The old saw about not fixing things not broken presupposes the ability to know when things are broken, and leads to another better adage, "If you can’t measure it you can’t fix it." Measuring something implies having something to measure against, and that’s the thread of this month’s column – identifying and using benchmarks, or something to measure against.

The rail industry’s share of the domestic inter-city freight market is now down to about 7% of total sales, or $35 bn of a total market well over $500 bn. Making matters worse, the AAR says constant-dollar rail freight revenue per ton-mile has been cut to half what it was ten years ago. The loss can be traced directly to product design. Others had products that more closely fit the transportation buyers’ needs.

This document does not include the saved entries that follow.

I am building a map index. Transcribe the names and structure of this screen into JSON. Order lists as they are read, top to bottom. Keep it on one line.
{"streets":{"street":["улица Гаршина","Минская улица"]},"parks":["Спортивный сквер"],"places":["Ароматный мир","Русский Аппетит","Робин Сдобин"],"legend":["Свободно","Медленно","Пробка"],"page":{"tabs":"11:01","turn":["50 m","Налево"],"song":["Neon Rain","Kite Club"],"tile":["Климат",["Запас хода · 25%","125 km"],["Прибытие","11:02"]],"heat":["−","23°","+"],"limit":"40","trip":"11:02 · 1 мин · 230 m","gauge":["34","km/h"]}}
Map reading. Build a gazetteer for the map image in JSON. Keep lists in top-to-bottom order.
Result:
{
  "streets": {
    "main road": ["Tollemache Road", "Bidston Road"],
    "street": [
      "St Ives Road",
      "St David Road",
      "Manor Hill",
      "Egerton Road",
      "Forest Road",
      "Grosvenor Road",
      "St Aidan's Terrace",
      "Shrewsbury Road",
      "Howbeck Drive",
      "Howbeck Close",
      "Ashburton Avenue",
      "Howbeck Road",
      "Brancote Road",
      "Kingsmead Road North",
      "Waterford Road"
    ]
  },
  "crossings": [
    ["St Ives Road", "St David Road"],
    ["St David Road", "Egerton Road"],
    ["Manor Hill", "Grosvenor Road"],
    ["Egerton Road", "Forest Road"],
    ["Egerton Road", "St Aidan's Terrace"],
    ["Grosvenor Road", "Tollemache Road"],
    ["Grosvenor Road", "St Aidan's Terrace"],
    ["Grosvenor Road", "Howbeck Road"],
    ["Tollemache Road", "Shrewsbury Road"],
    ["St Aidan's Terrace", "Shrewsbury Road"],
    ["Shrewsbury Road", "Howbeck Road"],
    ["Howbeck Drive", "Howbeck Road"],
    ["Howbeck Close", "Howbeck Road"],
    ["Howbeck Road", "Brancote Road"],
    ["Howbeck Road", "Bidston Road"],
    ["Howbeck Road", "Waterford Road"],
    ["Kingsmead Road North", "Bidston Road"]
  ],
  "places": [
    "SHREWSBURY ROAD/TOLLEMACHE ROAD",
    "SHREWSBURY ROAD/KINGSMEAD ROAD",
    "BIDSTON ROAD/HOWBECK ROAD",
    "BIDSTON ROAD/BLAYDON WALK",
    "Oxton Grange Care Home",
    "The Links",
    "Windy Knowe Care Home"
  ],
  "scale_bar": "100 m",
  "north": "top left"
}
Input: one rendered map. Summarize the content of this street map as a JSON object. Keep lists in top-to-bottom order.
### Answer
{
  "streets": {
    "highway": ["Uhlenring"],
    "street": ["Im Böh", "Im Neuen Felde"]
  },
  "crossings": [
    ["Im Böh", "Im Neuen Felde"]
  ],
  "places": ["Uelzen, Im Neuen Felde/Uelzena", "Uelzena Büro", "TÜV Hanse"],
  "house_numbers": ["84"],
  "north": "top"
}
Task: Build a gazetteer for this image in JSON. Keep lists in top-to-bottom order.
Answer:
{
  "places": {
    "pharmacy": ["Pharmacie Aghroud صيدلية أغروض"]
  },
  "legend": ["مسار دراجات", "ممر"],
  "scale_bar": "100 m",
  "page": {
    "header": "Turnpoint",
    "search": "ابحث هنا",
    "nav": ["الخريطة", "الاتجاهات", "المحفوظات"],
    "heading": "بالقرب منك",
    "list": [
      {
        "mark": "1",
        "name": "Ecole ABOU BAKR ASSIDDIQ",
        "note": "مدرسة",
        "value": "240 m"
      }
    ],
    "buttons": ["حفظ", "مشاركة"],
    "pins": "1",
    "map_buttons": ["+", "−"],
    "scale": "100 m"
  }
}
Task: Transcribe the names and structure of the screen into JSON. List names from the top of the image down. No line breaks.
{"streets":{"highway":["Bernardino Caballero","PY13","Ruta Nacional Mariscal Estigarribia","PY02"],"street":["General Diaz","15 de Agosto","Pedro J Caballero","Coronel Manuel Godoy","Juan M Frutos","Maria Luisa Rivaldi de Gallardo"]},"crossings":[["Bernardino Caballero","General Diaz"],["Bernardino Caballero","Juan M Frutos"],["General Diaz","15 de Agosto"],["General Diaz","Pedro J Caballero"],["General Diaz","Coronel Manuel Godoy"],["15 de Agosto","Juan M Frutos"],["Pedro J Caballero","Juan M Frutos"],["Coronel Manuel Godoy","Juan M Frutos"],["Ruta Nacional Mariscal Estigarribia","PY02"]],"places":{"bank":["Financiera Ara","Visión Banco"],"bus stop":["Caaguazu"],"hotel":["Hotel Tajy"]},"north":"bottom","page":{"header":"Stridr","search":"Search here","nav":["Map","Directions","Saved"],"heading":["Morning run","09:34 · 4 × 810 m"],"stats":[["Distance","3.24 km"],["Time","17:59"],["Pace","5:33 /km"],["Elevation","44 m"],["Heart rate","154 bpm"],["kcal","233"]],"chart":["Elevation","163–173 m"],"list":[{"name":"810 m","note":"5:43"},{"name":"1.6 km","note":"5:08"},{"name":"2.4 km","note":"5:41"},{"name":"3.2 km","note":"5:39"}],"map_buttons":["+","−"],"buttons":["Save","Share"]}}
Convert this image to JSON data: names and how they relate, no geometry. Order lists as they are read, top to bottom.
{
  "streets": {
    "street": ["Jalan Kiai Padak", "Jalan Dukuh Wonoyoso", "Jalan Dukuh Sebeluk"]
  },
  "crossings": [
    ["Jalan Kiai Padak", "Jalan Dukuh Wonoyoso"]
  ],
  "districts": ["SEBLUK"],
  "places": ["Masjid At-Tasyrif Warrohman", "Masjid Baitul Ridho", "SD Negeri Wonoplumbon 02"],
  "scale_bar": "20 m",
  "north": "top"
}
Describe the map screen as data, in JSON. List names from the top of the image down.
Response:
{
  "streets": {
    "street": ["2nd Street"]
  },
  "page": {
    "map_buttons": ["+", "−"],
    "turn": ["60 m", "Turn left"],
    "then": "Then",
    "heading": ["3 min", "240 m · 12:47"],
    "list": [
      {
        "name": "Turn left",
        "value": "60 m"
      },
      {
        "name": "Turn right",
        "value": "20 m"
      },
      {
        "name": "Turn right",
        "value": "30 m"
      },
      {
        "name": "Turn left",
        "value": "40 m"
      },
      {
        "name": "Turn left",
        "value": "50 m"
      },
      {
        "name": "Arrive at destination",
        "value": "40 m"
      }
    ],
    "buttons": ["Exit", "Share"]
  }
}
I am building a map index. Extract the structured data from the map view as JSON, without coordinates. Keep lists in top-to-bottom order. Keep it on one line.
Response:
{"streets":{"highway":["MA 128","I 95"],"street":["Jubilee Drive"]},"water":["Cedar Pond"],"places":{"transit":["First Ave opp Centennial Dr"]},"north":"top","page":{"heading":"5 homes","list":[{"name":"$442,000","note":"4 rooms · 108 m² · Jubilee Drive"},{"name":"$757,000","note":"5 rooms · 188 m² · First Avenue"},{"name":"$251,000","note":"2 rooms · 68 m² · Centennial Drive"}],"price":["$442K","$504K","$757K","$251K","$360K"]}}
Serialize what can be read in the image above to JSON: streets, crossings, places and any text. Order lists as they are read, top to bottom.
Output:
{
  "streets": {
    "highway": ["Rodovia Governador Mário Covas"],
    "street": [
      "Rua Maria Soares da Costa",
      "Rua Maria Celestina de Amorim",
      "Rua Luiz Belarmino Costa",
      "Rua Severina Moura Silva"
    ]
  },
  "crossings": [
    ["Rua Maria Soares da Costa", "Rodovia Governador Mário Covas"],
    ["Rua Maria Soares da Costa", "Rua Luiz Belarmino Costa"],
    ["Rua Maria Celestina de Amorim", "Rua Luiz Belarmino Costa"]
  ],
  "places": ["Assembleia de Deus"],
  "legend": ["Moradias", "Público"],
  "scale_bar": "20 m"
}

What follows is a set of three measurements, each of which can be readily complied from the railroad’s books. Each benchmarks railroad product design against a customer value. In other words, the benchmarks (points of comparison) are railroad performance against customer expectations.

1. Ease of doing business. It’s fairly safe to say transportation buyers are well versed in web-based transactions, whether Amazon books, Gap khakis, or whole kitchens from Home Depot. The success of truckline websites says shippers are eager to buy their transportation services the same way, and vendors who conform to this environment are the soonest winners. The rail performance benchmark is the year-to-year change in revenues for the most volatile (and highest revenue) commodities – the ones most likely to change vendors on the shortest notice or most susceptible to diversion.

Two other measures are year-to-year change in the number of profitable customers and the volume of web-based transactions. The first shows a growing franchise, a great indicator of customer satisfaction. The second indicates not only customer satisfaction with product performance but also comfort with web-based transactions. These three – revenue changes, franchise size, and web-use – are leading indicators of how easy (or difficult) it is to do business with your company.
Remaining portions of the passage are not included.